DiMaggio v Skanska USA Bldg., Inc. |
2017 NY Slip Op 02369 |
Decided on March 28, 2017 |
Appellate Division, First Department |
Published by New York State Law Reporting Bureau pursuant to Judiciary Law § 431. |
This opinion is uncorrected and subject to revision before publication in the Official Reports. |
Decided on March 28, 2017
Friedman, J.P., Sweeny, Renwick, Andrias, Manzanet-Daniels, JJ.
3521 150387/13
v
Skanska USA Building, Inc., et al., Defendants, Park Avenue Building & Roofing Supplies, Inc., Defendant-Appellant.
McGaw, Alventosa & Zajac, Jericho (Ross P. Masler of counsel), for, appellant.
Sacks and Sacks LLP, New York (Scott N. Singer of counsel), for respondent.
Order, Supreme Court, New York County (Joan M. Kenney, J.), entered October 9, 2015, which, to the extent appealed from as limited by the briefs, denied the branch of defendant Park Avenue Building & Roofing Supplies, Inc.'s (Park Avenue) motion for summary judgment that sought dismissal of the common-law negligence claim and the common-law indemnification and contribution cross claims against it, unanimously reversed, on the law, without costs, and the motion granted. The Clerk is directed to enter judgment in favor of Park Avenue dismissing the complaint and all cross claims against it.

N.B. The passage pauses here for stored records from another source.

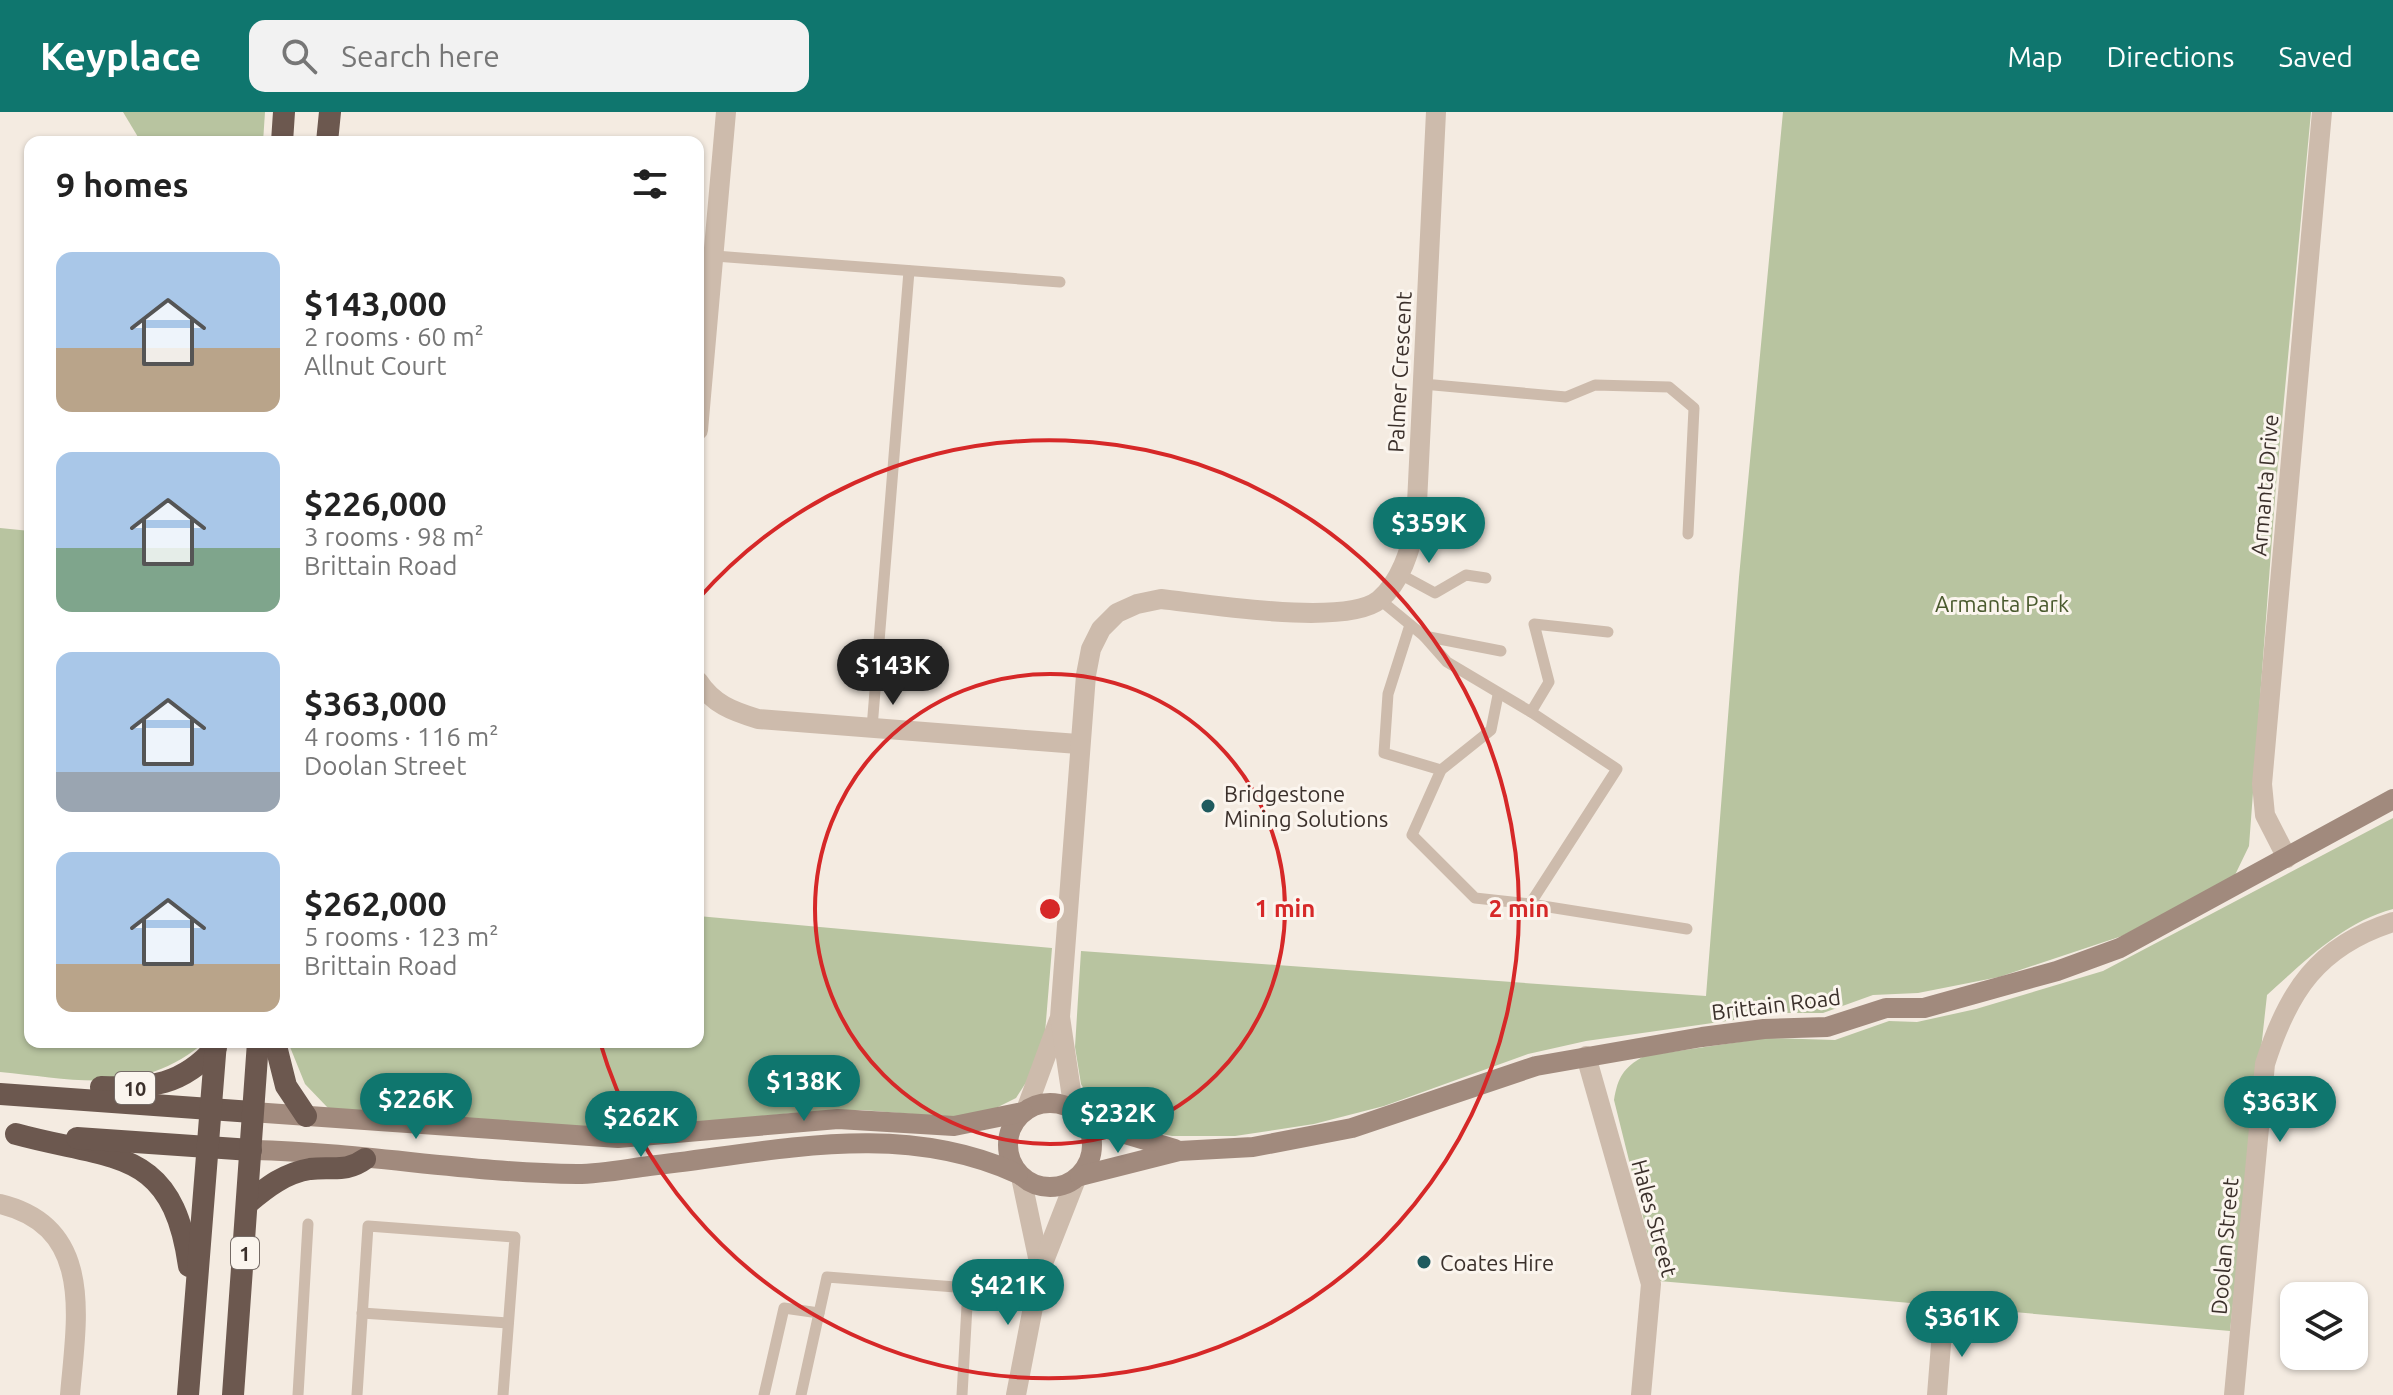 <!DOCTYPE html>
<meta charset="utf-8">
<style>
:root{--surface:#fff;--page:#f2f2f2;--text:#222;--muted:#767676;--accent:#0f766e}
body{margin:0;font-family:Ubuntu,sans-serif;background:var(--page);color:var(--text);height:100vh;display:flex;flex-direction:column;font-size:30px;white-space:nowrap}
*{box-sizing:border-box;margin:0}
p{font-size:26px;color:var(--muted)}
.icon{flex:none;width:44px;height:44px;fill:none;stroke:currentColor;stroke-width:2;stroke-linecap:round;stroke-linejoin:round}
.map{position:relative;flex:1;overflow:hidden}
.details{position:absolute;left:24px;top:24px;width:680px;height:912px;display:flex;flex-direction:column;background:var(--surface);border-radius:16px;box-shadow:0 2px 6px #0004}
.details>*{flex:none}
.buttons{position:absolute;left:2280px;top:1170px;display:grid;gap:16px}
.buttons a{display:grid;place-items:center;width:88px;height:88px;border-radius:16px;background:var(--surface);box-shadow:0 2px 6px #0004;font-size:40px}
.price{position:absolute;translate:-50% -68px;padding:0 18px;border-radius:28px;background:var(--accent);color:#fff;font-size:26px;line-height:52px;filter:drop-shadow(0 2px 4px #0008)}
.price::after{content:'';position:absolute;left:50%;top:48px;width:24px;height:18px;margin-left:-12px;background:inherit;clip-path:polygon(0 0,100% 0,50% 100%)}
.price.on{background:#222;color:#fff}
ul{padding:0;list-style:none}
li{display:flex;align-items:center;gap:24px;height:200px;padding:0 32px}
li span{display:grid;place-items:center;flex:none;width:224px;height:160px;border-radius:16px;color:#555}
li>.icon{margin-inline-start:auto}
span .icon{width:96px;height:96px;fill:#fffc;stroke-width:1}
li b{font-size:34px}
h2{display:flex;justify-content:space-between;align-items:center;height:96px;padding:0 32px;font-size:34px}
header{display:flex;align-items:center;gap:48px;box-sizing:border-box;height:112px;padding:0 40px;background:var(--accent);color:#fff}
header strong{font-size:38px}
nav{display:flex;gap:44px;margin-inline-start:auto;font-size:28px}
.search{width:560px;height:72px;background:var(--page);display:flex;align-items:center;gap:20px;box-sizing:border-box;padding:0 28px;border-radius:16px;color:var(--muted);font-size:30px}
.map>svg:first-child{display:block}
.green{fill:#b8c4a0}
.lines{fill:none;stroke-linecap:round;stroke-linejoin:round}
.service{stroke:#cdbbac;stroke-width:11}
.minor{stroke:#cdbbac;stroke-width:20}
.secondary{stroke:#a18a7d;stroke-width:20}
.trunk{stroke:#6c584f;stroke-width:22}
.ring{fill:none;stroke:#d62828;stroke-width:4}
.poi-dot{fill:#1f5a5e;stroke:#fbf5ee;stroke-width:3}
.labels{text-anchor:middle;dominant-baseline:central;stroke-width:6;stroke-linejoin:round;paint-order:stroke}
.shield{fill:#fbf5ee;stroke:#756b66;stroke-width:2}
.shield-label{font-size:20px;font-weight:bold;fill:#3b302b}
.street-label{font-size:22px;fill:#3b302b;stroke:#fbf5ee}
.park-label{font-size:22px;fill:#4a5a2e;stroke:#fbf5ee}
.poi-label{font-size:22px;fill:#3b302b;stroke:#fbf5ee;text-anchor:start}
.centre{fill:#d62828;stroke:#fbf5ee;stroke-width:4}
.ring-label{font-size:24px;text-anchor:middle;font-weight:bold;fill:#d62828;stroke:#fbf5ee;stroke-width:6;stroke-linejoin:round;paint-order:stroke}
</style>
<header>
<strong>Keyplace</strong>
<div class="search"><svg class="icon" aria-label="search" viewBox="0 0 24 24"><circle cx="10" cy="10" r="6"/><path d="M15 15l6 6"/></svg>Search here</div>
<nav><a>Map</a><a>Directions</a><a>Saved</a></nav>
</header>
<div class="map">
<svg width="2393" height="1283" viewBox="0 0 2393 1283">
<rect width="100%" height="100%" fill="#f4ebe1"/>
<g class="green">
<polygon points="123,0 265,0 263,30 141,30"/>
<polygon points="1783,0 2311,0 2276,373 2249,734 2234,765 2122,824 1999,865 1918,881 1873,883 1823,901 1783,901 1586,929 1528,942 1384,994 1314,1012 1235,1024 1172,1024 1142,1018 1113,1007 1093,992 1081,972 1075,935 1081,839 1706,884 1739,465"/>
<path d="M0 416 30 419V930H200V934C137 984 74 967 0 960Z"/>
<path d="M2393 706V797C2343 810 2304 850 2267 883L2230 1219 1659 1169 1614 988C1618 965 1623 956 1644 944L1766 926 1835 928 1889 909 1917 910 1976 897 2103 859Z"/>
<polygon points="698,804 1052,836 1045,921 1034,958 1016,986 986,1001 950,1005 862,998 793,1001 624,1019 328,996 305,972 288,930 698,930"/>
</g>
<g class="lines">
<g class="service">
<polyline points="715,144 1060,170"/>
<polyline points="1423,272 1566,285 1595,273 1669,275 1694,296 1688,422"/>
<polyline points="1398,461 1435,481 1466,463 1486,466"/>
<polyline points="1379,487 1424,524 1501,539"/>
<polyline points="1410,513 1388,582 1384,641 1441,658"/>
<polyline points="1424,524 1447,550 1531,600 1549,570 1534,512 1608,520"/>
<polyline points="1498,583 1491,618 1441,658 1412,723 1475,786 1530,792"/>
<polyline points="1531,600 1617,657 1530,792 1687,817"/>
<polyline points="872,616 909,159"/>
<polyline points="362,1201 508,1211"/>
<polyline points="298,1283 308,1112"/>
<polyline points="357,1283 368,1114 515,1125 503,1283"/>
<polyline points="764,1283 784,1196 819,1201"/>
<polyline points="801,1283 827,1165 968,1176 962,1283"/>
</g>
<g class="minor">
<polyline points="698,318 726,0"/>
<path d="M698 569C713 592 732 599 758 607L1078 632"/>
<polyline points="2287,746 2265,703 2262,672 2322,0"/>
<polyline points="1586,944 1651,1172 1641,1283"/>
<polyline points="1026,998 1059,908"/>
<path d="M1074 999 1060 905 1086 563 1091 537 1101 517 1117 501 1137 492 1161 487C1207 492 1345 515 1379 488 1401 470 1410 438 1416 412L1436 0"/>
<polyline points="1021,1065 1040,1155"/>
<path d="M0 1092C96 1115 76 1209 70 1283"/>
<polyline points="1016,1283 1040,1159 1076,1067"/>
<polyline points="1937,1283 1943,1207"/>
<path d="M2234 1283 2265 952C2288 879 2318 834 2393 810"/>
</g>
<g class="secondary">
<circle cx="1050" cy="1033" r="42"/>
<polyline points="252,1000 618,1026 838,1007 954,1014 1023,1000"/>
<polyline points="1078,1001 1108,1017 1175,1037"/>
<path d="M251 1038C360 1040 468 1061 577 1062 601 1062 626 1057 649 1054 774 1040 899 1007 1018 1062"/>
<polyline points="1080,1064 1179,1039 1253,1035 1352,1016 1536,954 1702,925 1764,917 1827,915 1886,896 1924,896 2057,859 2120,836 2393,687"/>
</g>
<g class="trunk">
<polyline points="282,30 284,0"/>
<polyline points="327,30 330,0"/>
<polyline points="275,930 286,974 306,1004"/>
<path d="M101 975C150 977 183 973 216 935"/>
<polyline points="0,982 252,1000"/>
<path d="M16 1022C114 1049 172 1034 189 1154"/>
<polyline points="77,1026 251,1038"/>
<path d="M248 1091C267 1075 285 1061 310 1057 332 1054 346 1061 365 1047"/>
<polyline points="188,1283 216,930"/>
<polyline points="233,1283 258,930"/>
</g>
</g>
<g class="ring">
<circle cx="1050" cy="797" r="235"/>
<path d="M699 486A469 469 0 1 1 600 930"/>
</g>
<g class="poi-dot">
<circle cx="1208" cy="694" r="8"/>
<circle cx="1424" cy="1150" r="8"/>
</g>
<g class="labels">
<g class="shield">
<rect x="115" y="960" width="40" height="32" rx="6"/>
<rect x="231" y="1125" width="28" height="32" rx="6"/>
</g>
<g class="shield-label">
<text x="135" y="976">10</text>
<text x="245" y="1141">1</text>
</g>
<g class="street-label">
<text transform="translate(1399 260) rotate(-87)">Palmer Crescent</text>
<text transform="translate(2264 373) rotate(-85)">Armanta Drive</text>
<text transform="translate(1776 892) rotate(-7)">Brittain Road</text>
<text transform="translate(1655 1106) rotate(75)">Hales Street</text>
<text transform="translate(2224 1134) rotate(-85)">Doolan Street</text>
</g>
<g class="park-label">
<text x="2002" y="491">Armanta Park</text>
</g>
<g class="poi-label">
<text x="1224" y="681">Bridgestone<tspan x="1224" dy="25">Mining Solutions</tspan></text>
<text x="1440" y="1150">Coates Hire</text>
</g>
</g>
<circle cx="1050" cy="797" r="12" class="centre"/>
<g class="ring-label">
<text x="1285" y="805">1 min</text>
<text x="1519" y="805">2 min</text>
</g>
</svg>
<div class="buttons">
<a><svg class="icon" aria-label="layers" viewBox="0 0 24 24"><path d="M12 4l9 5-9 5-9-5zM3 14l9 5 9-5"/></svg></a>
</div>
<b class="price" style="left:1429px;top:453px">$359K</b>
<b class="price on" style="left:893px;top:595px">$143K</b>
<b class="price" style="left:804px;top:1011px">$138K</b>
<b class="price" style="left:416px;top:1029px">$226K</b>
<b class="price" style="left:2280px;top:1032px">$363K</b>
<b class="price" style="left:1118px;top:1043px">$232K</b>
<b class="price" style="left:641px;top:1047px">$262K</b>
<b class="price" style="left:1008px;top:1215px">$421K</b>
<b class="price" style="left:1962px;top:1247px">$361K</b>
<section class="details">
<h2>9 homes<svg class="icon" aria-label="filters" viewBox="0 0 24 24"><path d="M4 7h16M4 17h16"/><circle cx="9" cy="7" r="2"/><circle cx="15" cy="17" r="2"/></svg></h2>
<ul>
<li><span style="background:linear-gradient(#a9c7e8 60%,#b9a48a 0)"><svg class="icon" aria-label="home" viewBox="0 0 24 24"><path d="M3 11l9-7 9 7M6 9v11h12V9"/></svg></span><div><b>$143,000</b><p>2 rooms · 60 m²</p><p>Allnut Court</p></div></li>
<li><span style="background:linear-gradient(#a9c7e8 60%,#7fa58c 0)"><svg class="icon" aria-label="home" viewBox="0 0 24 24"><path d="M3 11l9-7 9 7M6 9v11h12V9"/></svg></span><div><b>$226,000</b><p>3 rooms · 98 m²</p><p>Brittain Road</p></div></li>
<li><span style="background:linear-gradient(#a9c7e8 75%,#9aa5b1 0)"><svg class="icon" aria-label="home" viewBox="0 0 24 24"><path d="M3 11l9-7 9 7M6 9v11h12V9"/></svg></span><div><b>$363,000</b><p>4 rooms · 116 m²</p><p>Doolan Street</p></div></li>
<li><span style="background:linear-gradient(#a9c7e8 70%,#b9a48a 0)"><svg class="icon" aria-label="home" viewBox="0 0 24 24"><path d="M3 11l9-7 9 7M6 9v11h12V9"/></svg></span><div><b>$262,000</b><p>5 rooms · 123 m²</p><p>Brittain Road</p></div></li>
</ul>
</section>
</div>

Plaintiff, employed by a nonparty, testified that he fell after he picked up a pipe, stepped to his right, and slipped on a muddy, softball-sized, chopped-up piece of concrete. Plaintiff never testified that he could not use lifting equipment available to him because of the way the pipes had been stacked. Accordingly, the connection between Park Avenue's alleged negligence in placing the pipes and plaintiff's injury is too attenuated to conclude that Park Avenue's malfeasance proximately caused the accident (see Escalet v New York City Hous. Auth., 56 AD3d 257, 258 [1st Dept 2008]).
THIS CONSTITUTES THE DECISION AND ORDER
OF THE SUPREME COURT, APPELLATE DIVISION, FIRST DEPARTMENT.